=== THE RECORDS ===

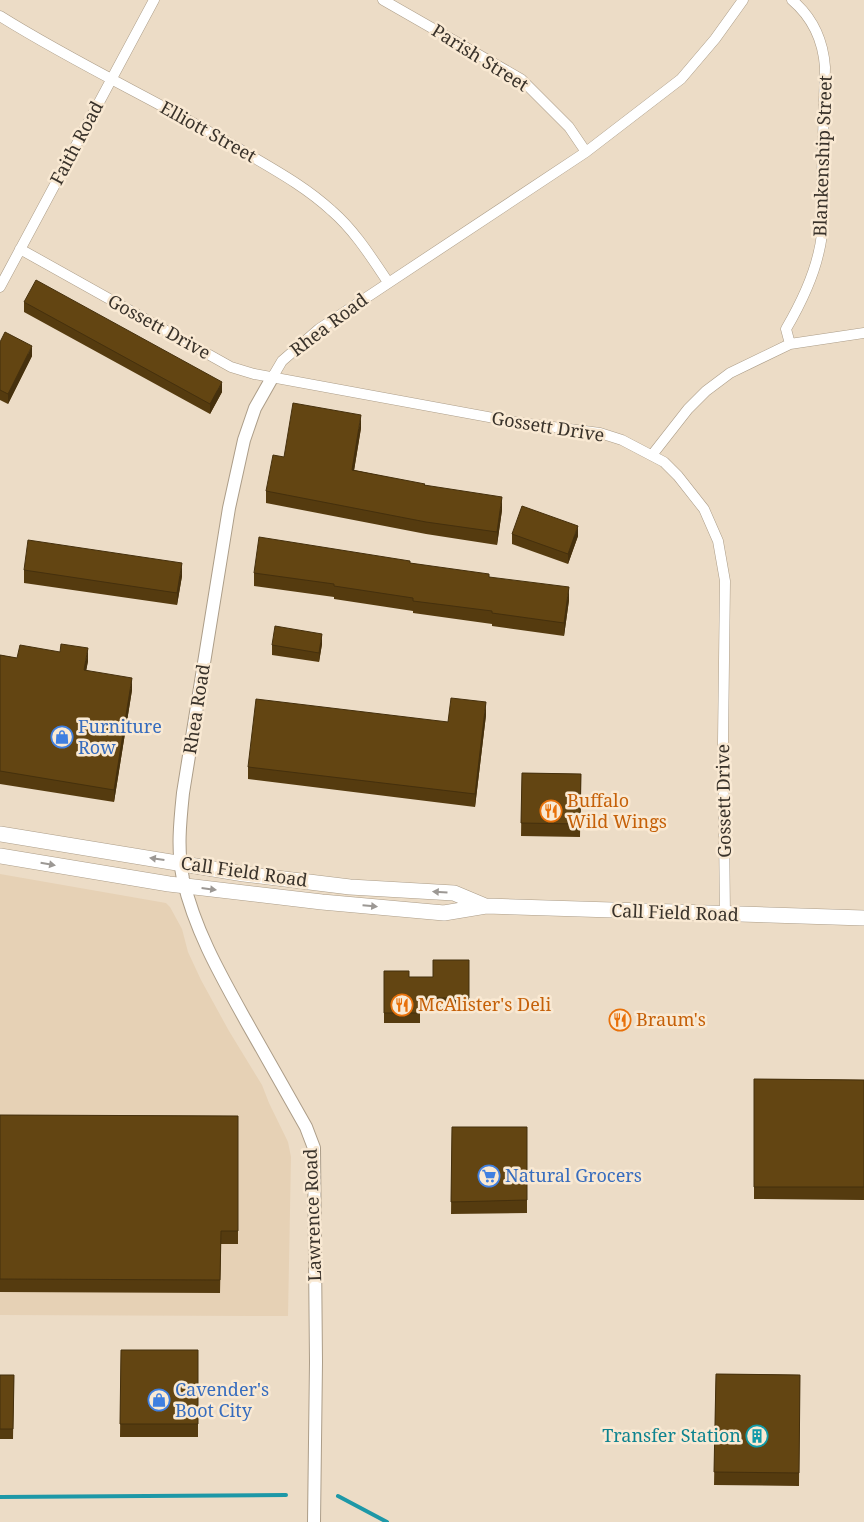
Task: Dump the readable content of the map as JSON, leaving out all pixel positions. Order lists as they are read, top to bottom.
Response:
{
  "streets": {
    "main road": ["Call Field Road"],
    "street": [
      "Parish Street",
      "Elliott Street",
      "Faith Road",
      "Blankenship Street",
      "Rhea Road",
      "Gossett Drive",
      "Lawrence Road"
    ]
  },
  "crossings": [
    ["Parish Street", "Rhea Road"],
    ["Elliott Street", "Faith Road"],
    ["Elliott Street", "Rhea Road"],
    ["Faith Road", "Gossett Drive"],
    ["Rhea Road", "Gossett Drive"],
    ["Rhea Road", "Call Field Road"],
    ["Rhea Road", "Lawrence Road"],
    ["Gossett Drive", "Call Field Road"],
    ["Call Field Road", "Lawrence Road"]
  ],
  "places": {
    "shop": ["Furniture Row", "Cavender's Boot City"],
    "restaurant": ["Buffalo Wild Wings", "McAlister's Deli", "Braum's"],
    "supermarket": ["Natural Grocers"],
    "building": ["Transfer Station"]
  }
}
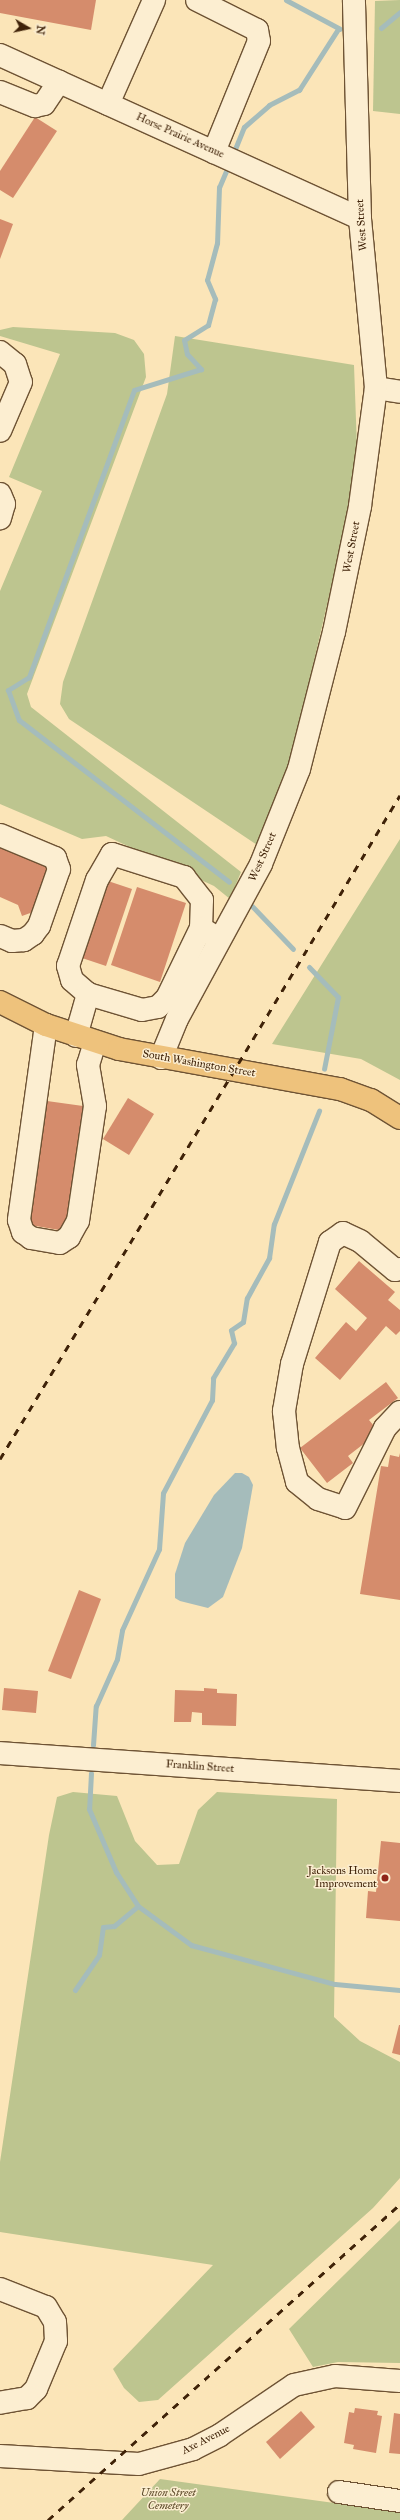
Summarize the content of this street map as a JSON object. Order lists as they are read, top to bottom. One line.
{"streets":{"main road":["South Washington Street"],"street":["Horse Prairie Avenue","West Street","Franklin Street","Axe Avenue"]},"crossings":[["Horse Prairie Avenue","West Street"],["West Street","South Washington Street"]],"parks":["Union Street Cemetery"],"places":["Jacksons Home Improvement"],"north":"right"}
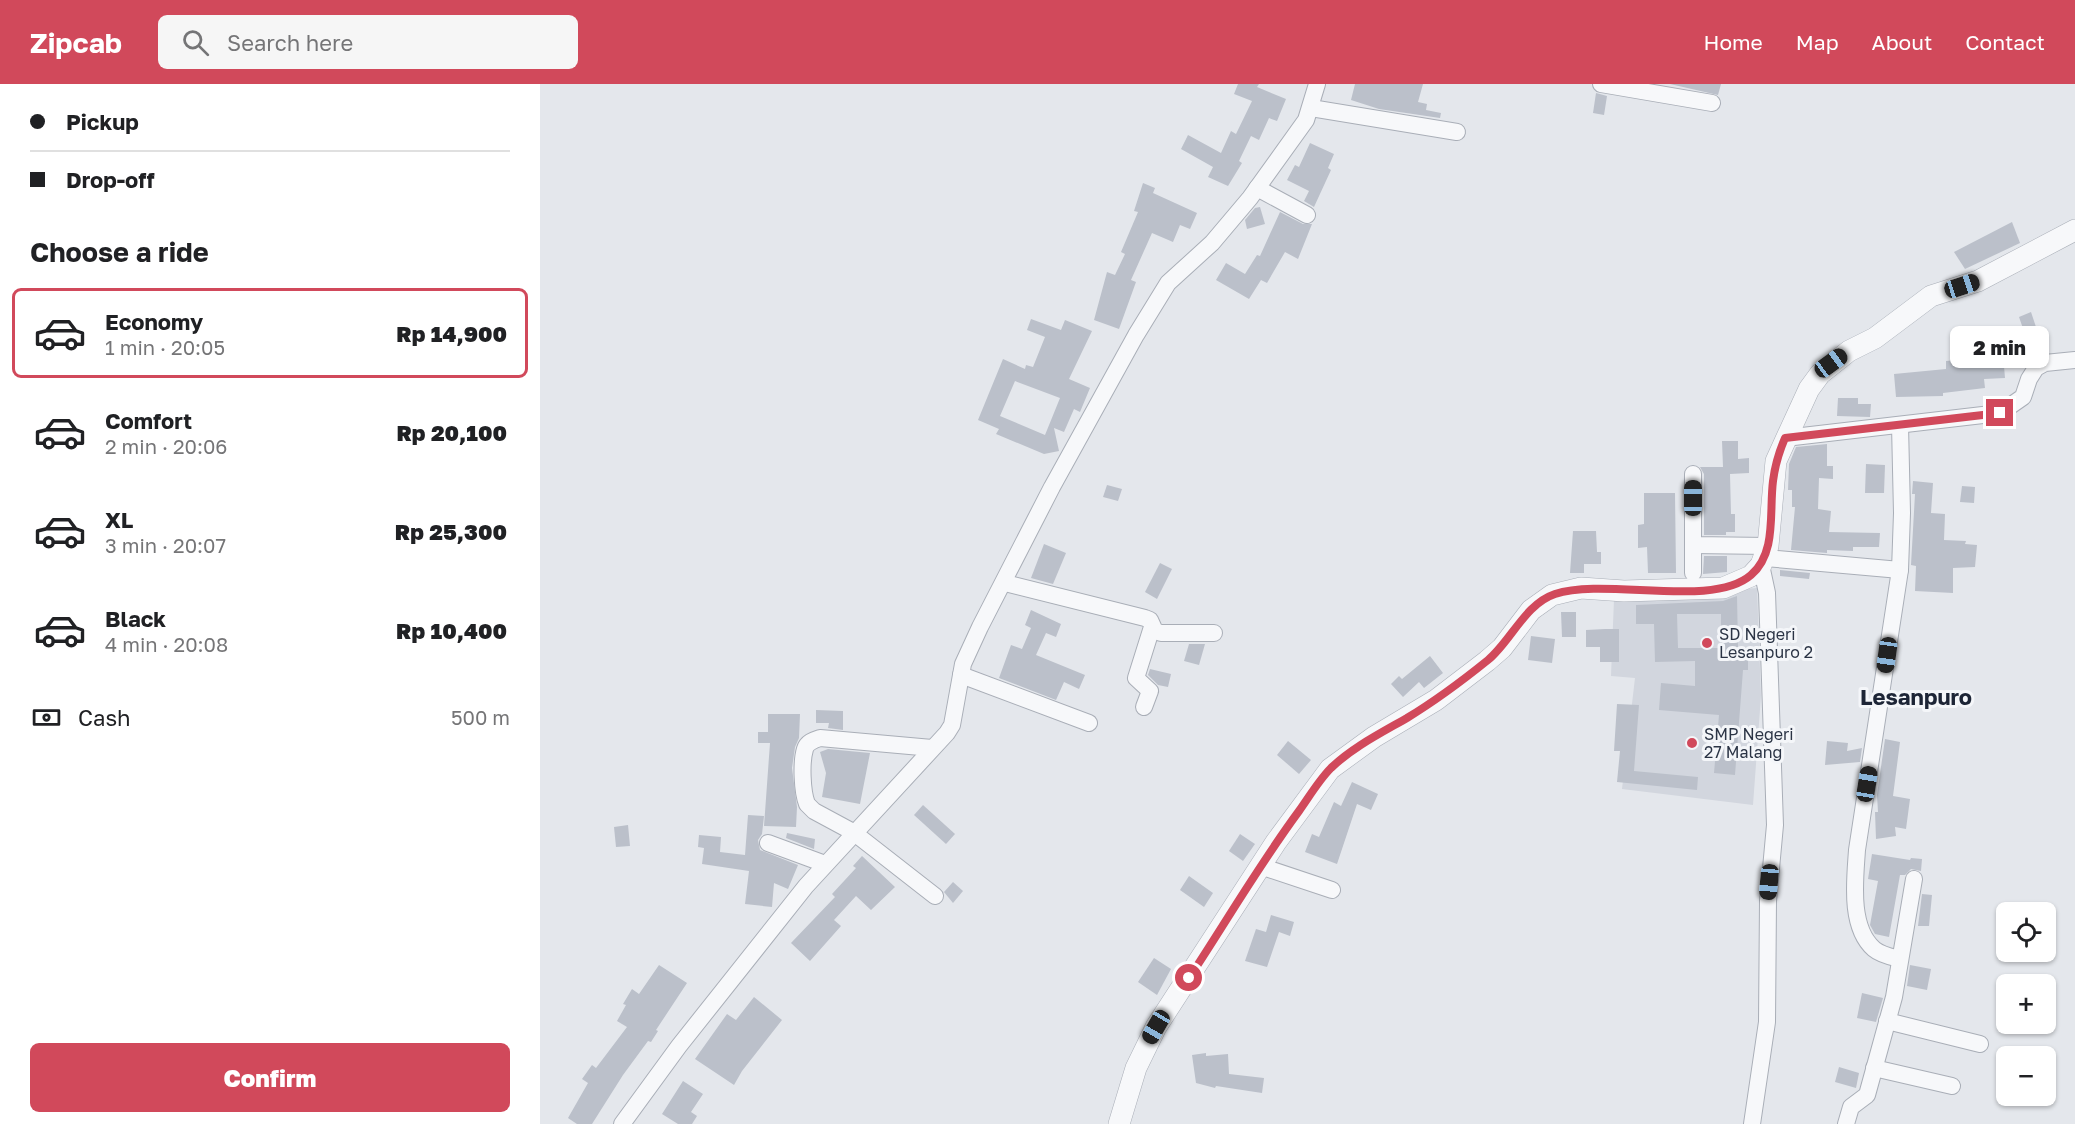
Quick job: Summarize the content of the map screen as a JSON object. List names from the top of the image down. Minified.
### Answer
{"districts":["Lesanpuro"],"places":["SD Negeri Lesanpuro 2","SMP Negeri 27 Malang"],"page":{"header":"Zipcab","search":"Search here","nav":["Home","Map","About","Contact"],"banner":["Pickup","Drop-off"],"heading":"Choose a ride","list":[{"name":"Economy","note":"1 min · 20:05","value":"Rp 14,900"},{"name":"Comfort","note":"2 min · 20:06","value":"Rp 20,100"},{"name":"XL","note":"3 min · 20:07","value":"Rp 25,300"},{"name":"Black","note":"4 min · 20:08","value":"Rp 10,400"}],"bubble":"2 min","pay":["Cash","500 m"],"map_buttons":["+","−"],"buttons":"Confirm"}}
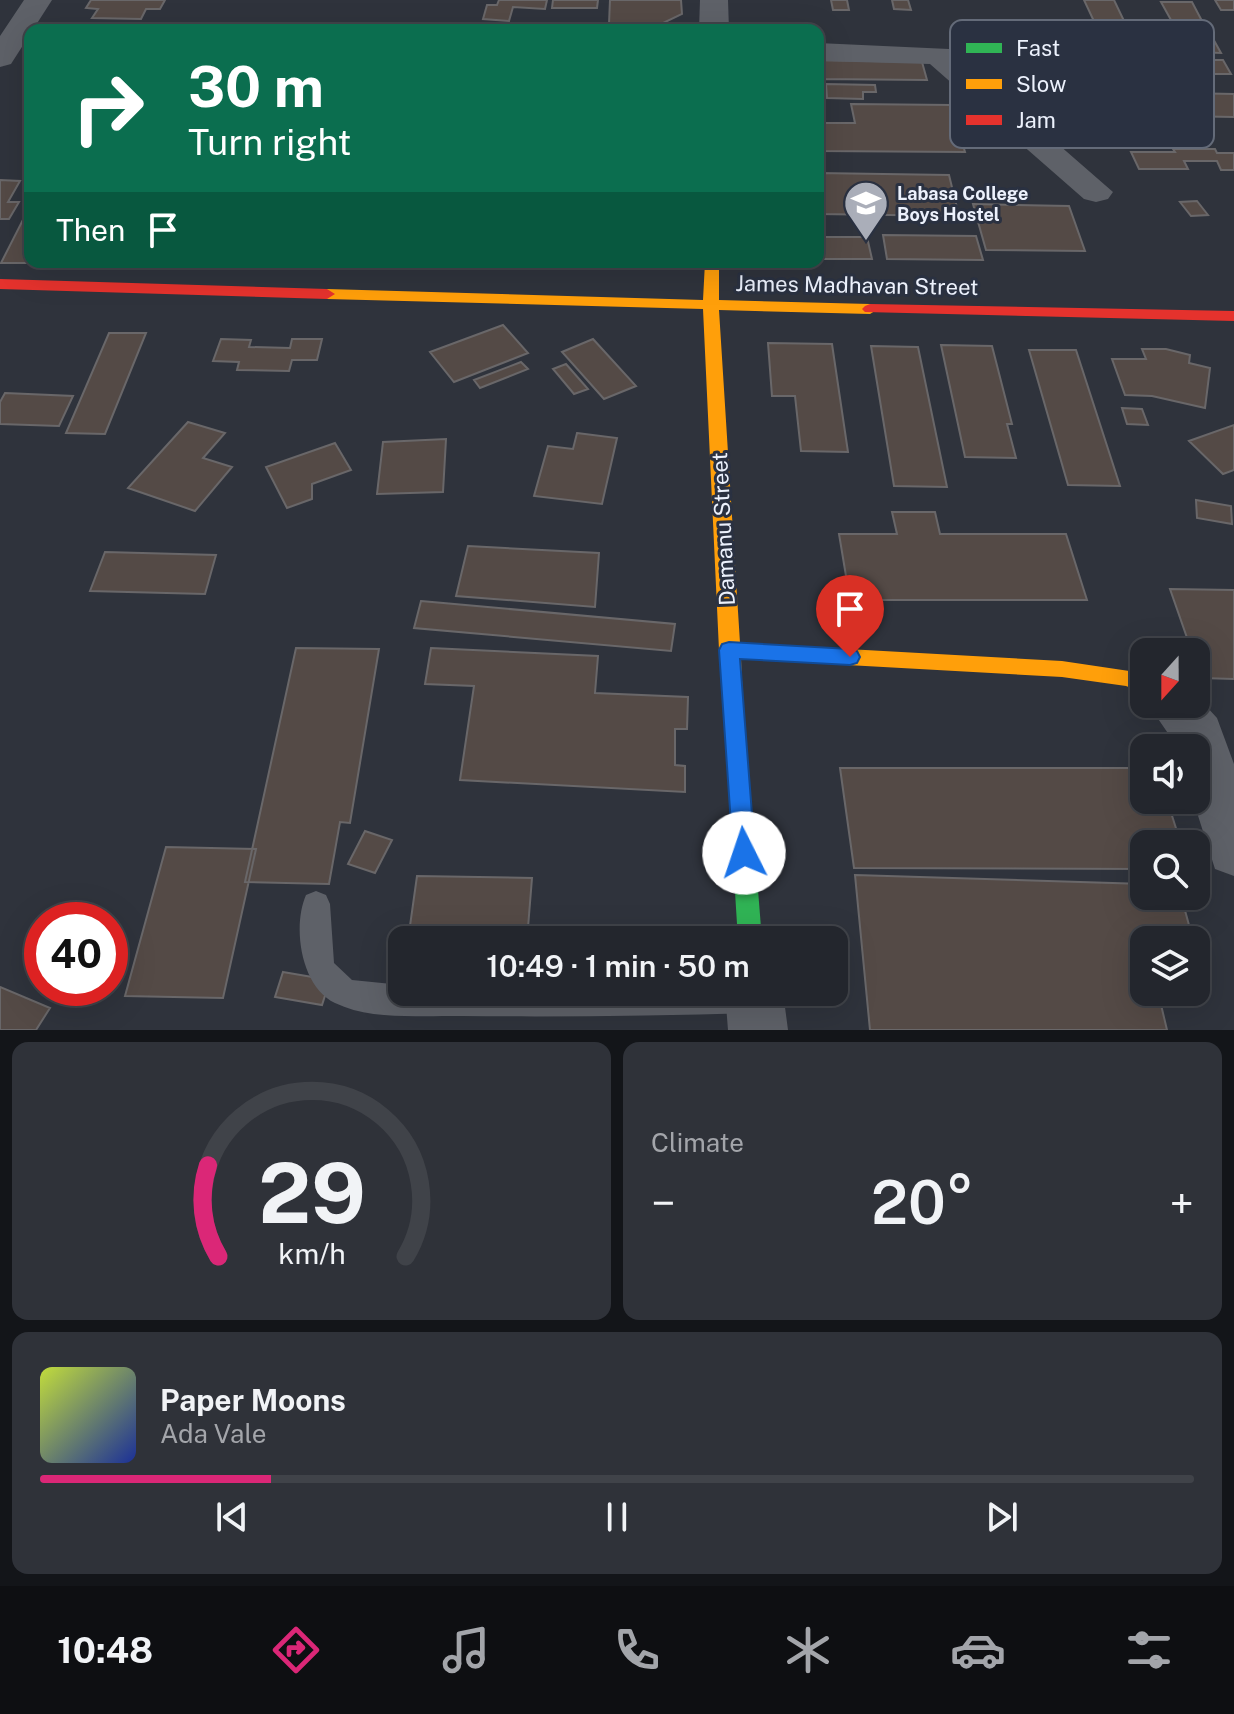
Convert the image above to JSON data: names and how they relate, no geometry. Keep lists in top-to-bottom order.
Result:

===

EXERCISE DESCRIPTION ::
Output the line containing "Convert the image" and all lines after it to the end of the records, exactly as given.

ANSWER ::
Convert the image above to JSON data: names and how they relate, no geometry. Keep lists in top-to-bottom order.
Result:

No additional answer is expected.